![image.png](attachment:image.png)

The traditional __Accuracy__ is a good measure if you have quite balanced datasets and are interested in all types of outputs equally. I like to start with it in any case, as it is intuitive, and dig deeper from there as needed.

__Precision__ is great to focus on if you want to minimize false positives. For example, you build a spam email classifier. You want to see as little spam as possible. But you do not want to miss any important, non-spam emails. In such cases, you may wish to aim for maximizing precision.

__Recall__ is very important in domains such as medical (e.g., identifying cancer), where you really want to minimize the chance of missing positive cases (predicting false negatives). These are typically cases where missing a positive case has a much bigger cost than wrongly classifying something as positive.

Neither __precision__ nor __recall__ is necessarily useful alone, since we rather generally are interested in the overall picture. __Accuracy__ is always good to check as one option. __F1-score__ is another.

__F1-score__ combines precision and __recall__, and works also for cases where the datasets are imbalanced as it requires both __precision__ and __recall__ to have a reasonable value, as demonstrated by the experiments I showed in this post. Even if you have a small number of positive cases vs negative cases, the formula will weight the metric value down if the __precision__ or __recall__ of the positive class is low.

__F1-score vs Accuracy__
- Accuracy is commonly described as a more intuitive metric, with F1-score better addressing a more imbalanced dataset. 

- So how does the F1-score (F1) vs Accuracy (ACC) compare across different types of data distributions (ratios of positive/negative)?

__Imbalance: Few Positive Cases__
-In this example, there is an imbalance of 10 positive cases, and 90 negative cases, with different TN, TP, FN, and FP values for a classifier to calculate F1 and ACC:

![image.png](attachment:image.png)

- The maximum accuracy with the class imbalance is with a result of TN=90 and TP=10, as shown on row 2.

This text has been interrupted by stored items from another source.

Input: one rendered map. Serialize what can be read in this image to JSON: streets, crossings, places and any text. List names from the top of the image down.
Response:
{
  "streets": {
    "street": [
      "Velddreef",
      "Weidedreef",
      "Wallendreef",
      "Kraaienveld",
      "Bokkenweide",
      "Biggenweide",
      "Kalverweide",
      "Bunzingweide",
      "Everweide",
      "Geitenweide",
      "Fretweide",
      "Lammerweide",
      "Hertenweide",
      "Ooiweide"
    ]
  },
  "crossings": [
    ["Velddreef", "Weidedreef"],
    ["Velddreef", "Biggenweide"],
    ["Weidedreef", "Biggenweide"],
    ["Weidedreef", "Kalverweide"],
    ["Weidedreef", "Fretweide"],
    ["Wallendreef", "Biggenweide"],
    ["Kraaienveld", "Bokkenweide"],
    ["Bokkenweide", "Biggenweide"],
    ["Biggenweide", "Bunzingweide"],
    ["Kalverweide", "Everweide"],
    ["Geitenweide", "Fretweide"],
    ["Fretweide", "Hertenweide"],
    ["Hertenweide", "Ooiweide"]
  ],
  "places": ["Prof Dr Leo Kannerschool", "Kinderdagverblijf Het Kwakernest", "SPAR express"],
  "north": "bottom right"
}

- In each case where TP =0, the Precision and Recall both become 0, and F1-score cannot be calculated (division by 0). Such cases can be scored as F1-score = 0, or generally marking the classifier as useless. 
- Because the classifier cannot predict any correct positive result. 
- This is rows 0, 4, and 8 in the above table. 
- These also illustrate some cases of high Accuracy for a broken classifier (e.g., row 0 with 90% Accuracy while always predicting only negative).

- The remaining rows illustrate how the F1-score is reacting much better to the classifier making more balanced predictions. 
- For example, F1-score=0.18 vs Accuracy = 0.91 on row 5, to F1-score=0.46 vs Accuracy = 0.93 on row 7. 
- This is only a change of 2 positive predictions, but as it is out of 10 possible, the change is actually quite large, and the F1-score emphasizes this (and Accuracy sees no difference to any other values).

__Balance 50/50 Positive and Negative cases:__
- How about when the datasets are more balanced? Here are similar values for a balanced dataset with 50 negative and 50 positive items:

![image.png](attachment:image-2.png)

- F1-score is still a slightly better metric here, when there are only very few (or none) of the positive predictions. 

- But the difference is not as huge as with imbalanced classes. 

- In general, it is still always useful to look a bit deeper into the results, although in balanced datasets, a high accuracy is usually a good indicator of a decent classifier performance.


__Imbalance: Few Negative Cases__
- Finally, what happens if the minority class is measured as the negative and not positive? F1-score no longer balances it but rather the opposite. Here is an example with 10 negative cases and 90 positive cases:

![image.png](attachment:image.png)

- For example, row 5 has only 1 correct prediction out of 10 negative cases. But the F1-score is still at around 95%, so very good and even higher than accuracy. 
- In the case where the same ratio applied to the positive cases being the minority, the F1-score for this was 0.18 vs now it is 0.95. Which was a much better indicator of quality rather than in this case.

- This result with minority negative cases is because of how the formula to calculate F1-score is defined over precision and recall (emphasizing positive cases). 
- If you look back at the figure illustrating the metrics hierarchy at the beginning of this article, you will see how True Positives feed into both Precision and Recall, and from there to F1-score. 
- The same figure also shows how True Negatives do not contribute to F1-score at all. 
- This seems to be viisble here if you reverse the ratios and have fewer true negatives.

- So, as usual, I believe it is good to keep in mind how to represent your data, and do your own data exploration, not blindly trusting any single metric.